This is the first in what I hope will be an ongoing feature. Wanting to be a little more “hands on” with rescuing I recently decided to become a volunteer at the Contra Costa Animal Services facility in Martinez. I’ll hopefully be chronicling my thoughts and experiences.
I attended the orientation yesterday. I haven’t actually been accepted yet so I don’t have experiences to share as an actual volunteer but I learned quite a few things from the orientation.
Contra Costa County Animal Services serves as the county’s law enforcement agency where animals are concerned. It’s their ACOs (Animal Control Officers) that serve the same kind of duties as the ones featured on Animal Planet programs such as Animal Precinct, Animal Cops Detroit, etc. They’re not simply the “dog catchers”.
The one criticism I have of the otherwise wonderful “Hotel for Dogs” movie is that the municipal animal shelter portrayed in the film was basically a death camp and its ACOs were mean spirited buffoons. These individuals are total animal advocates that definitely don’t fit the “dog catcher” stereotype.
In recent years the county’s euthanization rate has dropped from 70% to 30%, still one of the highest in the Bay Area, but hardly makes it a “death house”.

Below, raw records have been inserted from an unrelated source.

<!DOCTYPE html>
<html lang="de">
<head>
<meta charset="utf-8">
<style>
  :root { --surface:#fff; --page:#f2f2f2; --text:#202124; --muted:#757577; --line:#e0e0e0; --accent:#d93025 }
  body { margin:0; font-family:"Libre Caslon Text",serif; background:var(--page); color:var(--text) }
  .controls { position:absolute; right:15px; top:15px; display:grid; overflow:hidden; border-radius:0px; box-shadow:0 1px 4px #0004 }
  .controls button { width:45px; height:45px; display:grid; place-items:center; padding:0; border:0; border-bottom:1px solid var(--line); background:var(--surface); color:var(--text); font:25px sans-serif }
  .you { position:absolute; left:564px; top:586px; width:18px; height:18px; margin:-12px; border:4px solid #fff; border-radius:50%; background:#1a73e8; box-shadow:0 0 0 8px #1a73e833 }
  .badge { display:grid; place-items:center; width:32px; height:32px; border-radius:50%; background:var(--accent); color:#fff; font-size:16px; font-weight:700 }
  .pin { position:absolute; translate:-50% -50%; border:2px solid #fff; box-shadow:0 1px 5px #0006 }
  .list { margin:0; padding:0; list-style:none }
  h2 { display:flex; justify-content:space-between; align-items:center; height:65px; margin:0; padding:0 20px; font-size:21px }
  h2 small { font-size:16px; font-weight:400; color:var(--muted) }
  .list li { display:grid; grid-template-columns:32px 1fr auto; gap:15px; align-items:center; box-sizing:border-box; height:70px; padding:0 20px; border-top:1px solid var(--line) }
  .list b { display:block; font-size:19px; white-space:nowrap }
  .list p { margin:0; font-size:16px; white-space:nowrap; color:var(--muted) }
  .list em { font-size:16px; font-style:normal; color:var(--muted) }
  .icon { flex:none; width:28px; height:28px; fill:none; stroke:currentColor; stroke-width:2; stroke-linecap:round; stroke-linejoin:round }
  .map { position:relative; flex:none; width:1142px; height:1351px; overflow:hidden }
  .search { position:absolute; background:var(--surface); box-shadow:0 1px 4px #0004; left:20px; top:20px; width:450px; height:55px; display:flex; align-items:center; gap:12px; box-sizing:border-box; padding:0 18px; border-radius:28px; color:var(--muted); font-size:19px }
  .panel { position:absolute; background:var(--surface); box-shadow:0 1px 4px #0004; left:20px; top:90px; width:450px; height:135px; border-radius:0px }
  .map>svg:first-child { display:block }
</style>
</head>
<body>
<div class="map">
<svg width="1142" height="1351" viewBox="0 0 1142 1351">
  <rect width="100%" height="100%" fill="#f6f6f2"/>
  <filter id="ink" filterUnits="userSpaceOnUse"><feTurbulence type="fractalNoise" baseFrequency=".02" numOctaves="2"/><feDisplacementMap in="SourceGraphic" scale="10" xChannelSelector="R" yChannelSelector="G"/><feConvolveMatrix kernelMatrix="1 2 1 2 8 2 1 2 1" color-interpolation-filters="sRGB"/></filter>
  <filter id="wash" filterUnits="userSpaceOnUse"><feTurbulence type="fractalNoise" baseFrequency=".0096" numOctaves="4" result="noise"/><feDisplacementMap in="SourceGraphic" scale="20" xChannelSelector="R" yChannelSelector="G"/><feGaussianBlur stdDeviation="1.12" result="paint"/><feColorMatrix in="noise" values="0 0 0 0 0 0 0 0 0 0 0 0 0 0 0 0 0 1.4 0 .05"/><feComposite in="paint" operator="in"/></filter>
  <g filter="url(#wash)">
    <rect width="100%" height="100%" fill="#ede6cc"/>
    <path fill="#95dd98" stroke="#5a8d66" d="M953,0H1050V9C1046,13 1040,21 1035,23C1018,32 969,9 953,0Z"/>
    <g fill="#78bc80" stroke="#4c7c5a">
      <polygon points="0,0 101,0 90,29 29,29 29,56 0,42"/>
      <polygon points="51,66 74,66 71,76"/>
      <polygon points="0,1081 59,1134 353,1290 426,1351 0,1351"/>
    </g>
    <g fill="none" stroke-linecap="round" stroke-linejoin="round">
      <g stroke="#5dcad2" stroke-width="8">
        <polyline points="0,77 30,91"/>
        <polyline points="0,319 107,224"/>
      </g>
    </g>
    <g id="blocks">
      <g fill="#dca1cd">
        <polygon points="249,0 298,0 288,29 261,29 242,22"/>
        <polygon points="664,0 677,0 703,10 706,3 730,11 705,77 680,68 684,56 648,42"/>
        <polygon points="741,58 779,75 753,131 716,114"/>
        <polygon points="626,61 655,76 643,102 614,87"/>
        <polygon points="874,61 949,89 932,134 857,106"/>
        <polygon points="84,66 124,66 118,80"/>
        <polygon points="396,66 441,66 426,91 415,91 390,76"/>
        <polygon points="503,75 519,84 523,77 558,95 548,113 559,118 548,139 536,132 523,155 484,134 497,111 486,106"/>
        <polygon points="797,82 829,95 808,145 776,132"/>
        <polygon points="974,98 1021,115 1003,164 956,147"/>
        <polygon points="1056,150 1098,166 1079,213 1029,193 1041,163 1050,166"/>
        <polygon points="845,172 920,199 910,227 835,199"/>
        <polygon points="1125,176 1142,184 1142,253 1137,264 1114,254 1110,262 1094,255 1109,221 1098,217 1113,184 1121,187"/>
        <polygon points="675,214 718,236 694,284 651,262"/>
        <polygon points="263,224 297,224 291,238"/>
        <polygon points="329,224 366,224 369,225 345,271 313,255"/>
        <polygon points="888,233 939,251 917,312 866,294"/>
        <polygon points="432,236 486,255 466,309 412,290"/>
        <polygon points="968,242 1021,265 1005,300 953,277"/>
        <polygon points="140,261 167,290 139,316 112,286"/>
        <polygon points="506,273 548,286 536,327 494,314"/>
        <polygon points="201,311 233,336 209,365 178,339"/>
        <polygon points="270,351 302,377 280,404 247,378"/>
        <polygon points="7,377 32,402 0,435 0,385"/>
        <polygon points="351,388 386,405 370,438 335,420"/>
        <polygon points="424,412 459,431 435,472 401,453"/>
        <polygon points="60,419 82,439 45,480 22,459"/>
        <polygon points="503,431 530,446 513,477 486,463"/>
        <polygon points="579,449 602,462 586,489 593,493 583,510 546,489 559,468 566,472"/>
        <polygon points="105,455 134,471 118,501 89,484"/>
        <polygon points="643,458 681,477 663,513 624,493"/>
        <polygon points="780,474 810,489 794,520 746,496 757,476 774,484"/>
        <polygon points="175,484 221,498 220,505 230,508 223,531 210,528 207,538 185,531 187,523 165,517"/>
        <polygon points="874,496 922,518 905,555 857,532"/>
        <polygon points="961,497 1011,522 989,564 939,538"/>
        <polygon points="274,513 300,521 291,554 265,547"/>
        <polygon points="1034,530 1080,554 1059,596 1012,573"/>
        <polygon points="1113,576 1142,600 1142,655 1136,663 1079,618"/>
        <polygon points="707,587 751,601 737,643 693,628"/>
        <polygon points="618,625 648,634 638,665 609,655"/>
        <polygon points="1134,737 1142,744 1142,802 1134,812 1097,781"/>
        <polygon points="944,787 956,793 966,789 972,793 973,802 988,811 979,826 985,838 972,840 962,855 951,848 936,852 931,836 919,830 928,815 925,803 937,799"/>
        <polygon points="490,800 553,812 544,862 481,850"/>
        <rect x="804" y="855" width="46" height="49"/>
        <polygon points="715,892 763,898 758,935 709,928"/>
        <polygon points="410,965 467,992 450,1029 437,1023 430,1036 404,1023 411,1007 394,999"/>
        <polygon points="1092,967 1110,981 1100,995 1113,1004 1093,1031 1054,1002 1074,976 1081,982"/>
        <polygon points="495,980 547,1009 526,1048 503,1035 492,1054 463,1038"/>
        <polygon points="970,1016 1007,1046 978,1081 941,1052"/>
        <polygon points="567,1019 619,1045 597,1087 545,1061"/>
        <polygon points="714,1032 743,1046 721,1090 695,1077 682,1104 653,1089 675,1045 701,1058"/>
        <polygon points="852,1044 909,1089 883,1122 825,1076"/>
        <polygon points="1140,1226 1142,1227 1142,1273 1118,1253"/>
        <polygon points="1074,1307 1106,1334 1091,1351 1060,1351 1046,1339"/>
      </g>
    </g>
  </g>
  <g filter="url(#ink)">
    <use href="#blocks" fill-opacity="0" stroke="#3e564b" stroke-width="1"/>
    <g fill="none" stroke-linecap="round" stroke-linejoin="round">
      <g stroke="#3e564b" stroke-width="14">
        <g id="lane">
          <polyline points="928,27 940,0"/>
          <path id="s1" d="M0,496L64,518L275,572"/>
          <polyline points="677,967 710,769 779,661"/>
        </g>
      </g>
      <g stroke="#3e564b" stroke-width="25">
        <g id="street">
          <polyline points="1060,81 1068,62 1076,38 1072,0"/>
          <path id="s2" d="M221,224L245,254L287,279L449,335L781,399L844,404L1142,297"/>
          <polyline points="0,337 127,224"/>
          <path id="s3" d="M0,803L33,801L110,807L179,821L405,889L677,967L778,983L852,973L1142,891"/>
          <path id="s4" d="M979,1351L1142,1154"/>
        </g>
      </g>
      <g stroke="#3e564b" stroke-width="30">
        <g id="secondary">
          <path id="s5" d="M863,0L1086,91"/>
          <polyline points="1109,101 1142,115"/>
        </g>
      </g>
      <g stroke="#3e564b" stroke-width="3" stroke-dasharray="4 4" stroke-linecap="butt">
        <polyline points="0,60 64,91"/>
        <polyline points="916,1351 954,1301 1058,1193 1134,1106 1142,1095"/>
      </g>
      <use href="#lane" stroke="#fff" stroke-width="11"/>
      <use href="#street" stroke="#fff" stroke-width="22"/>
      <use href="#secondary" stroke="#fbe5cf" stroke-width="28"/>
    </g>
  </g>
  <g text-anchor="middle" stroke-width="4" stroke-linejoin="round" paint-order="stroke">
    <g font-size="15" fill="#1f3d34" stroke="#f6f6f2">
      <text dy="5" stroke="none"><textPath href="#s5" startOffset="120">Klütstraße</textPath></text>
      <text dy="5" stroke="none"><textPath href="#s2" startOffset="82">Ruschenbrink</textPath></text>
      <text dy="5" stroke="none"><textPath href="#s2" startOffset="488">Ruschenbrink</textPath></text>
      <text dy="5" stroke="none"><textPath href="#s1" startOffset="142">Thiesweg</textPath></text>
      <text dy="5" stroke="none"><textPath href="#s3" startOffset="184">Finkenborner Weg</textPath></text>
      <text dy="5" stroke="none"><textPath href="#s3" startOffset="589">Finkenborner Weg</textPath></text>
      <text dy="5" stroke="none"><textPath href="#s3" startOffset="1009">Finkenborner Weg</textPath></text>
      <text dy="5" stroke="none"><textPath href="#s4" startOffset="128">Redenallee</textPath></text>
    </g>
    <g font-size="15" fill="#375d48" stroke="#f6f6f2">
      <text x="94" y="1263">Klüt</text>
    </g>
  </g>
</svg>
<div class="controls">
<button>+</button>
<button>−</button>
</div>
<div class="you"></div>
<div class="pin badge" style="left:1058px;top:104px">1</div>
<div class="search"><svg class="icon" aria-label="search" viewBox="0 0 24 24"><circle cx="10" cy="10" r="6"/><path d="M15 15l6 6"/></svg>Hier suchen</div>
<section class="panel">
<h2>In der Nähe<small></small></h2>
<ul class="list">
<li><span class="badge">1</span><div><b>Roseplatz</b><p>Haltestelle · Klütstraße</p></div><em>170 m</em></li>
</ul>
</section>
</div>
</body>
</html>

County regulations require all abandoned, stray, and seized animals go through animal services first, and are not allowed to turn any animal away. This is a double-edged sword because the most attractive, most healthy, most adoptable dogs must go through the county first, all the least of those dogs go through as well. Further, other rescue organizations get their dogs from animal services as well, including “no-kill” rescues such as ARF and non-profits such as the SPCA. They get their pick of which dogs to take into their care. But don’t take that as a complaint. Without them it’s all up to the county to get them adopted out and euthanization rates go up accordingly.
My older dog, Zoe, was one of those that had originally been taken in by Contra Costa Animal Services and moved over to the East Bay SPCA branch in Dublin where we found and adopted her.
Please remember that while nearly all non-profits like ARF and the SPCA are solely supported by public donations and county shelters do receive funding from local government municipal shelters are often no better off, sometimes worse. When there are budget cuts during hard economic times like now local municipal animal shelters suffer greatly.Hopefully, Contra Costa County will accept me as a volunteer and I’ll have more to report later.